The Pain Clinic offers a comprehensive and specialised assessment for pain with a wide range of treatment and management options available, including both non-invasive and invasive procedures, and advice on medication. Persistent pain (also known as chronic pain) is a complex condition and can be associated with a wide range of causes, some of which are difficult to identify. We know that patients experience real pain despite having normal scans and tests. It is often difficult to completely relieve persistent pain. Our aim is to alleviate the pain as much as possible and to improve quality of life and to assist patients with self-management of their pain.
While we try to make a full and appropriate assessment of the patient’s pain and to ensure that an important diagnosis has not been missed, the Pain Management Service is not primarily a diagnostic centre. For patients with rheumatological symptoms, where a diagnosis has not yet been made, it may be more suitable for them to be seen by a Rheumatologist first. For other conditions, notably headache and pelvic pain, we would kindly ask the GP to refer patients to The Headache Group at UCLH, and the UCLH Pain Management Centre respectively. Recent onset of back pain +/- sciatica should be assessed for Red Flags, and where appropriate, referred initially to Musculoskeletal Physiotherapy or the Musculoskeletal Clinical Assessment and Treatment Service (MSK CATS).
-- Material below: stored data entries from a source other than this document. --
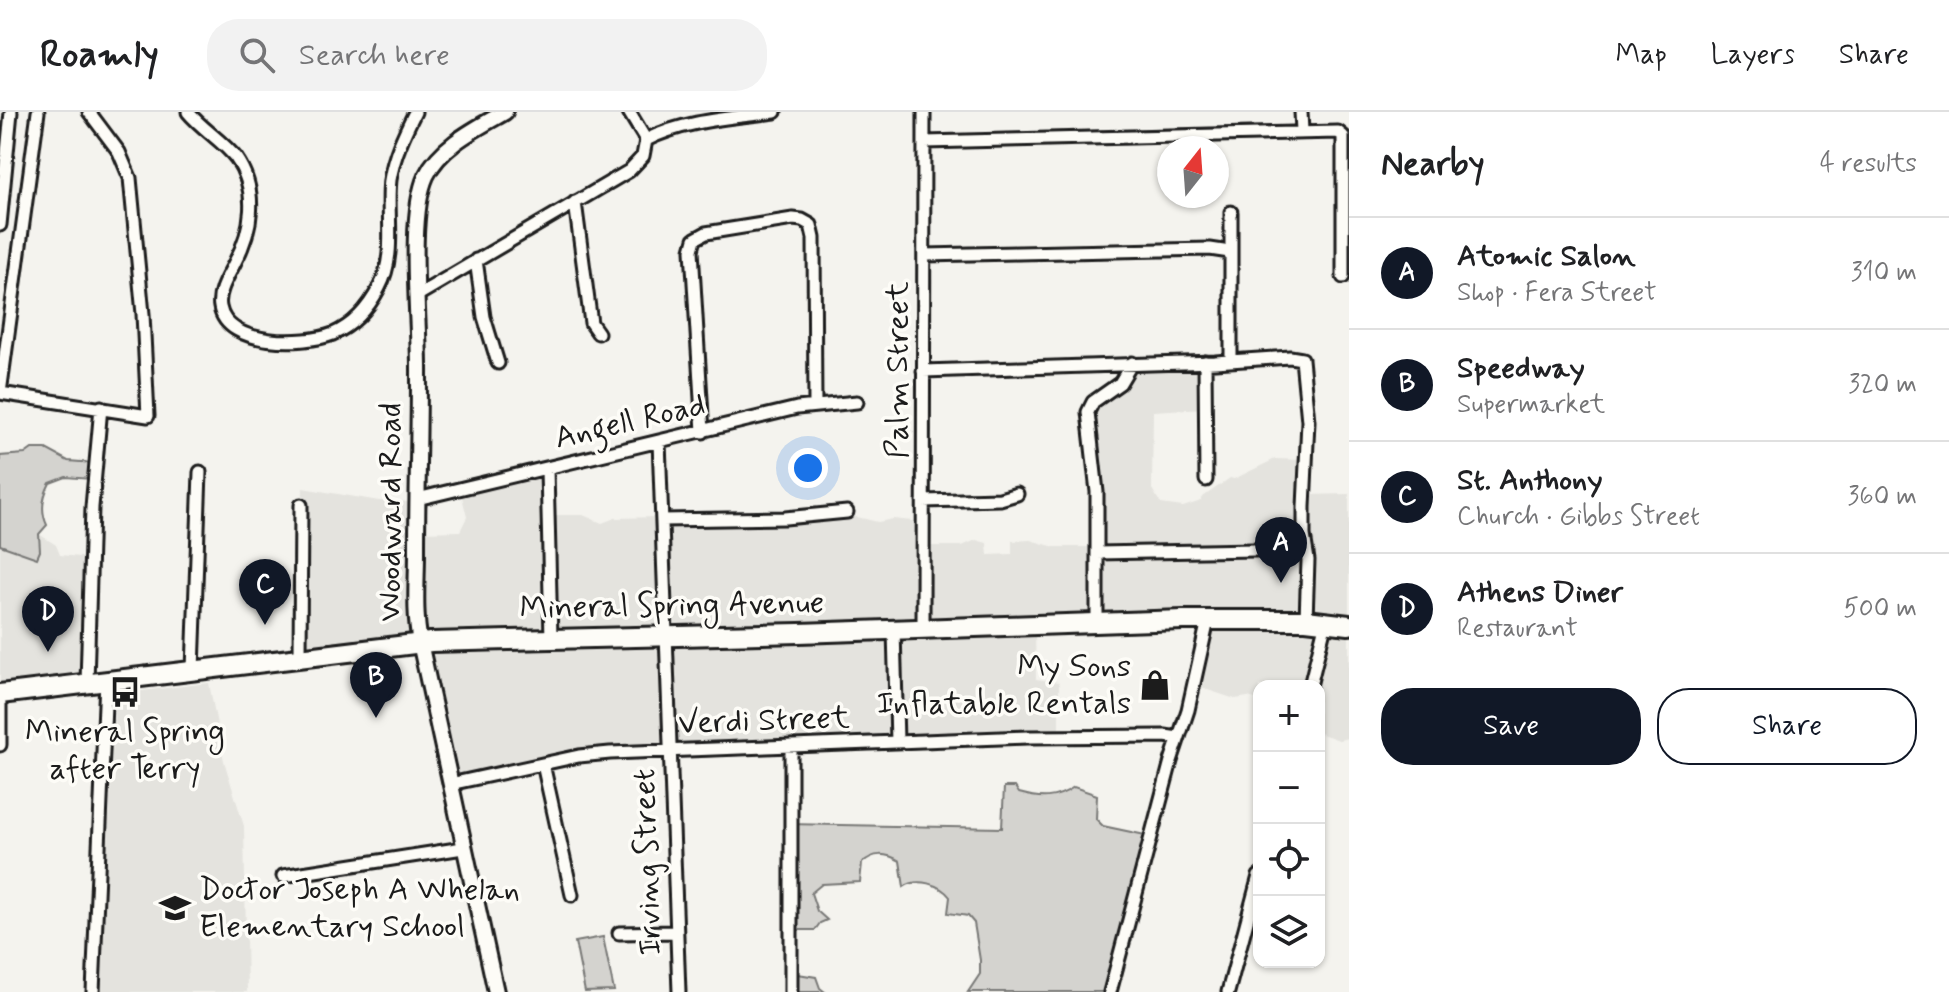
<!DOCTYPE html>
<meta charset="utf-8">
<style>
:root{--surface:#fff;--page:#f2f2f2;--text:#202124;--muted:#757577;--line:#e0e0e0;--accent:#111827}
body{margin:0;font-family:Mynerve,sans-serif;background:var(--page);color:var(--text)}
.controls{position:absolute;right:24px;bottom:24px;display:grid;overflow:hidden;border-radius:16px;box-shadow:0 2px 6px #0004}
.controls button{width:72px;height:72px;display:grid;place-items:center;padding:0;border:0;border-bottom:2px solid var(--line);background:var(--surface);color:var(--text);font:40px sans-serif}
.compass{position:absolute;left:1157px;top:24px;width:72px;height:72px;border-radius:50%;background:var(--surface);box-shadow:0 2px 6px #0004;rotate:17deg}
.you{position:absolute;left:808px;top:356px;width:28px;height:28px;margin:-20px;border:6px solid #fff;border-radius:50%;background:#1a73e8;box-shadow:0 0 0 12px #1a73e833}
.badge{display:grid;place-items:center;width:52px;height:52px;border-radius:50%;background:var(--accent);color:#fff;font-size:26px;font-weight:700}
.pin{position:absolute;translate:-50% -66px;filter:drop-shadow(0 2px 4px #0008)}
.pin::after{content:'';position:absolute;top:42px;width:28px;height:24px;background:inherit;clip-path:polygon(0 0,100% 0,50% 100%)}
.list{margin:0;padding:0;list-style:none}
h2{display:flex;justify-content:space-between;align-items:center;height:104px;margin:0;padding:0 32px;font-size:34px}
h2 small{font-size:26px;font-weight:400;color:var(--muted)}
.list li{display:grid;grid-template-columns:52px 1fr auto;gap:24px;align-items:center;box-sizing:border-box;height:112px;padding:0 32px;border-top:2px solid var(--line)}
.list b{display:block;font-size:30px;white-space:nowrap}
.list p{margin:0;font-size:26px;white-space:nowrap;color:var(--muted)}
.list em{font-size:26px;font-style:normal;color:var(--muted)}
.actions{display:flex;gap:16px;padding:24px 32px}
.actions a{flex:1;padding:18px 0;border:2px solid var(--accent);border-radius:32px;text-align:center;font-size:28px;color:var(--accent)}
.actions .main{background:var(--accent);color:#fff}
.icon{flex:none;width:44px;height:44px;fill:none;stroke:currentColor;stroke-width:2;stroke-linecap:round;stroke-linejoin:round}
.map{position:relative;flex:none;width:1349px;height:880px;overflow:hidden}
header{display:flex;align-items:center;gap:48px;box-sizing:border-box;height:112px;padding:0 40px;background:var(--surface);border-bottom:2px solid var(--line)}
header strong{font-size:38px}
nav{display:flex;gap:44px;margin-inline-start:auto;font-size:28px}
.search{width:560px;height:72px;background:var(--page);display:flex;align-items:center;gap:20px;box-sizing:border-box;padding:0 28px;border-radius:32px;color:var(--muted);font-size:30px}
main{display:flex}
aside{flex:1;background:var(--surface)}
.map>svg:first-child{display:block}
.built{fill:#e4e3de}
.green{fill:#d4d3cf;stroke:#787876;stroke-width:2}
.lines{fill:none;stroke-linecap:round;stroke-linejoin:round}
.minor-casing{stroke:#1c1c1c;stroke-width:17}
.tertiary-casing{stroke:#1c1c1c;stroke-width:20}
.primary-casing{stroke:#1c1c1c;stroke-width:24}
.minor{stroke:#fdfcf7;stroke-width:11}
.tertiary{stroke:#fdfcf7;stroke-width:14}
.primary{stroke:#fdfcf7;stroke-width:18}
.labels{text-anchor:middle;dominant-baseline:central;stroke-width:7;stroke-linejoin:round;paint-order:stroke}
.street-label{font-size:32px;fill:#1c1c1c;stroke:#fdfcf7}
.poi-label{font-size:32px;fill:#1c1c1c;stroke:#fdfcf7;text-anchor:end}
</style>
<header>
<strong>Roamly</strong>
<div class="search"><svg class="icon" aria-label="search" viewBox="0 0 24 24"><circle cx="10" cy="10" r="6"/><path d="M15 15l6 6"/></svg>Search here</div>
<nav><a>Map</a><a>Layers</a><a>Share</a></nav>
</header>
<main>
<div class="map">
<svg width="1349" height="880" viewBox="0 0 1349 880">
<rect width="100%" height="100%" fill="#f4f3ee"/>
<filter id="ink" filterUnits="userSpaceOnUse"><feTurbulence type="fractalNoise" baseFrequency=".0125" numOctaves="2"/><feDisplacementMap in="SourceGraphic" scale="16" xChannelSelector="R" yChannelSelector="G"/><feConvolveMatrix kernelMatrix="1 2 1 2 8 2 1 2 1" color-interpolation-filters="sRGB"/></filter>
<g filter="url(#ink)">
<!-- built -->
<path class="built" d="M1201,253L1205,296L1153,299L1152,377L1161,392L1183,395L1201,389L1203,385L1230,366L1234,367L1275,347L1303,348L1305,383L1349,382V626L1339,628L1319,621V574H1259V588L1248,585L1235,587L1196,574L1213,514L1035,518L1036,567L1059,570V629L607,642L449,673L422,540L298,539L303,376L379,389L418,390L420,420L460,419L467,405L461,381L544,360L549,403H583L602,411L615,406L660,405L753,408L857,405L878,410L893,407L922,410L925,434H962L976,428L987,431L988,443L1012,442V429L1030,428L1055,435H1094L1091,293L1108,285L1124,257Z
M39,422L56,433L60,443L89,446L86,570L0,587V433L37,446L40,439Z
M209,571L224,649L244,714L247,880H103L101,878L115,582Z"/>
<!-- green -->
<path class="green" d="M32,337H46L68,349L93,351L91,367L66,365L50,371C43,384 40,398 47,413L39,422L40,439L37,446L0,433V344L25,342Z
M1004,675H1015L1019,681C1040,687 1055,688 1074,675L1097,683L1096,707L1103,714L1150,724L1109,880H968L980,862V848L974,811L968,804L948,801L950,785C940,772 917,765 904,775L900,749C886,741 874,740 862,751L860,770L822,772L811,781L817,799L827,808L820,811L815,818H790L785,753L787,712L1002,716Z
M603,825L614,879L585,880L575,830Z
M792,861L816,865L820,876L825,880H790Z"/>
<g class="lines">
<defs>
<path id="minor" d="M188,0C202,17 223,29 236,46C259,79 252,118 235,150C229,163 217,180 220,195C227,235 305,233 333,222C354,213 369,195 379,176C397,143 386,103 390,68C394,43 404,22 415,0
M629,0L646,28
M1301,0L1302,19
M646,28C685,8 732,6 775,0
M924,30L1338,20L1343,24V165
M575,90L591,211L598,221
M0,113L11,0
M925,143L1210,137L1230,140
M476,148L484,205L498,251
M418,183L629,59L643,44L646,28
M1231,249V100
M1205,250L1206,368
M923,259L1215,250L1290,245L1302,247L1308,309L1304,395V423L1308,448L1306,508
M0,281L148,304L143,202L130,66L119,40L89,0
M0,281L38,0
M703,320L692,138L695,127L706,121L793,107L802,108L811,113L814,126L815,294
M659,329L679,880
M547,357L551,527
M417,387L797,296L857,290
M923,389L1000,387L1017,382
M662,408L785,406L847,400
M1097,441L1305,437
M1097,511V380L1088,300L1093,290L1120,271L1132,251
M923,516L924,0
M894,518L897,630
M300,545L301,393
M193,558L200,360
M87,571L92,395L101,295
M1310,574L1326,509
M0,592V633
M791,634V880
M543,652L572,783
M450,672L579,644L610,641L1029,625L1165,624L1178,626
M283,764L463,736
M619,821L676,820
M93,880L106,568
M1110,880L1171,649L1188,598L1208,508
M1228,880L1259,764"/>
<path id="tertiary" d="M420,530C414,501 417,470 417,440C417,381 419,322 419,263C420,213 407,106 426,64C440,34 477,16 505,0
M421,535L496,880"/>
<path id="primary" d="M0,582L431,530L799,521L1183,508H1306L1349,513"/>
</defs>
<!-- minor casing -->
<use href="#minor" class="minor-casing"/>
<!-- tertiary casing -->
<use href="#tertiary" class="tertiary-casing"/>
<!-- primary casing -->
<use href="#primary" class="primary-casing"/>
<!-- minor -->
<use href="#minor" class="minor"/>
<!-- tertiary -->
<use href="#tertiary" class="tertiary"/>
<!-- primary -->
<use href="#primary" class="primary"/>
</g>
</g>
<!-- icons -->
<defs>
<symbol id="shop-bare" viewBox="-9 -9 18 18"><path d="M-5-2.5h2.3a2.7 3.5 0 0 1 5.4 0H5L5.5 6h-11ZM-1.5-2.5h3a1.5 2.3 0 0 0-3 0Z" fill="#1c1c1c" stroke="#fdfcf7" stroke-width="2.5" paint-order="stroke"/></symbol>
<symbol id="bus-bare" viewBox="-9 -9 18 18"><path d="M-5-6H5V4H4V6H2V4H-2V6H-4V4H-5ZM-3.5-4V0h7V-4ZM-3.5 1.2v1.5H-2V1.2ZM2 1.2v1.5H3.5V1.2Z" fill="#1c1c1c" stroke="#fdfcf7" stroke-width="2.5" paint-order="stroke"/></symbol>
<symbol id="school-bare" viewBox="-9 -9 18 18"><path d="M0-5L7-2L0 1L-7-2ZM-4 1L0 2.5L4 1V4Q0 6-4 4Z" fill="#1c1c1c" stroke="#fdfcf7" stroke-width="2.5" paint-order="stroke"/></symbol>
</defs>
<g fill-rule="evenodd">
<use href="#shop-bare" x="1133" y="551" width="44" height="44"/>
<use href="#bus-bare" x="103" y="558" width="44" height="44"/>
<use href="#school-bare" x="153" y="774" width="44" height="44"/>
</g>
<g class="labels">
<!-- street labels -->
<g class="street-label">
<text transform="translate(898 258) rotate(-90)">Palm Street</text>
<text transform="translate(630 310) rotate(-13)">Angell Road</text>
<text transform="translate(391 400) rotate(-90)">Woodward Road</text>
<text transform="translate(672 494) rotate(-1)">Mineral Spring Avenue</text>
<text transform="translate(764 609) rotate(-2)">Verdi Street</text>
<text transform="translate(648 750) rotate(-92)">Irving Street</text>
</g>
<!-- poi labels -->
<g class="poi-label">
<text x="1131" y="555">My Sons<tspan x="1131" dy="37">Inflatable Rentals</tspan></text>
<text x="125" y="620" text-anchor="middle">Mineral Spring<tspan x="125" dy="37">after Terry</tspan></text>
<text x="199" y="778" text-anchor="start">Doctor Joseph A Whelan<tspan x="199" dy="37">Elementary School</tspan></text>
</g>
</g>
</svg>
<div class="controls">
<button>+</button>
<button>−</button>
<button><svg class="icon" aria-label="locate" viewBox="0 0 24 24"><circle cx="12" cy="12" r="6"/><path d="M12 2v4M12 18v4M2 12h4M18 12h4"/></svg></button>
<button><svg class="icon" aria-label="layers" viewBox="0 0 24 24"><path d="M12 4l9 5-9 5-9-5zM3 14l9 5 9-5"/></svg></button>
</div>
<svg class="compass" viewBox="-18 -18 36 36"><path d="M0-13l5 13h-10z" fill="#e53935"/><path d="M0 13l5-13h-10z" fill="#757577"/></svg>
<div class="you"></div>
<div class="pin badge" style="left:1281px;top:471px">A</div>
<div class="pin badge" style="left:376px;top:606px">B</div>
<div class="pin badge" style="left:265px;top:513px">C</div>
<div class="pin badge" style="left:48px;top:540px">D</div>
</div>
<aside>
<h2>Nearby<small>4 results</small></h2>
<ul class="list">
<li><span class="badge">A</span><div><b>Atomic Salon</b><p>Shop · Fera Street</p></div><em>310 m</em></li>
<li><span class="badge">B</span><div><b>Speedway</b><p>Supermarket</p></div><em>320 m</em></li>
<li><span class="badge">C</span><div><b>St. Anthony</b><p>Church · Gibbs Street</p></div><em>360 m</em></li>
<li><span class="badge">D</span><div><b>Athens Diner</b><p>Restaurant</p></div><em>500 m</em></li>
</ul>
<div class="actions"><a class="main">Save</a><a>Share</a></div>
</aside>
</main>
Referrals for Acupuncture and Psychology Services, including the Pain Self-Management Programme, are made within the Pain Clinic, if appropriate, after assessment of the patient. We are unable to accept direct referrals for Acupuncture, unless a PoLCE (Procedures of Low Clinical Effectiveness) approval has been obtained by the GP.
Referrals to the Whittington Pain Management Service are mainly from GPs and Secondary Care Specialists, as well as from MSK CATS. However, before referring to the service, referrers should ensure that:
- Appropriate diagnostic investigations in other specialties as appropriate have been exhausted
- The pain has been assessed, particularly as to whether there is an element of neuropathic pain, and treated accordingly – see Neuropathic
- Pain Treatment Pathway
- First line intervention have been tried:
- Optimise analgesia
- Consider TENS
- Consider Physiotherapy
- Advice on self-management
- Address common misconceptions
- The patient has been encouraged in self-management approaches and that appropriate expectations have been given to the patient (e.g. do not refer patients to have an injection)
- Mood and sleep have been assessed and treated appropriately
Appropriate Conditions for Referral:
- Patients with complex chronic pain problems (e.g. persistent back pain +/- sciatica, difficult cancer pain, fibromyalgia, phantom limb pain, complex regional pain syndrome, poorly controlled trigeminal neuralgia), and where other interventions have failed
- Patients exhibiting disabling levels of distress, depression or anxiety that significantly impair their function
- Analgesic advice or guidance, especially where strong opioids are being considered
- Consideration of other specialist pain intervention (e.g. injections)
- To help patients come to terms with and cope better with persistent pain, possibly as preparation for referral to Pain Self-Management.
Inappropriate Conditions for Referral:
- Some conditions are not considered appropriate for initial referral, as further specialist assessment or investigations may be needed. It is the responsibility of the referring clinician to decide whether an initial referral to the Pain Management Service is appropriate, or whether to refer to other services
- New onset of neurological symptoms or signs (e.g. progressive motor deficit)
- Red Flag pathologies (e.g. cauda equina syndrome, infection, recent trauma)
- Inflammatory conditions, such as suspected connective tissue disorders, polyarthropathies or ankylosing spondylitis (consider initial referral to Rheumatology)
- Headache disorders (please refer to The Headache Group at UCLH)
- Pelvic pain (please refer to the UCLH Pain Management Centre)
Information to be included in the referral
Please include reason for referral, and any relevant information about pain history, investigations performed and the results of these, PMH including relevant psychosocial history, previous treatments tried and the response to them, current medication and allergies.
If you are aware of repeated referral, mention this in the letter as they would benefit from MDT discussion.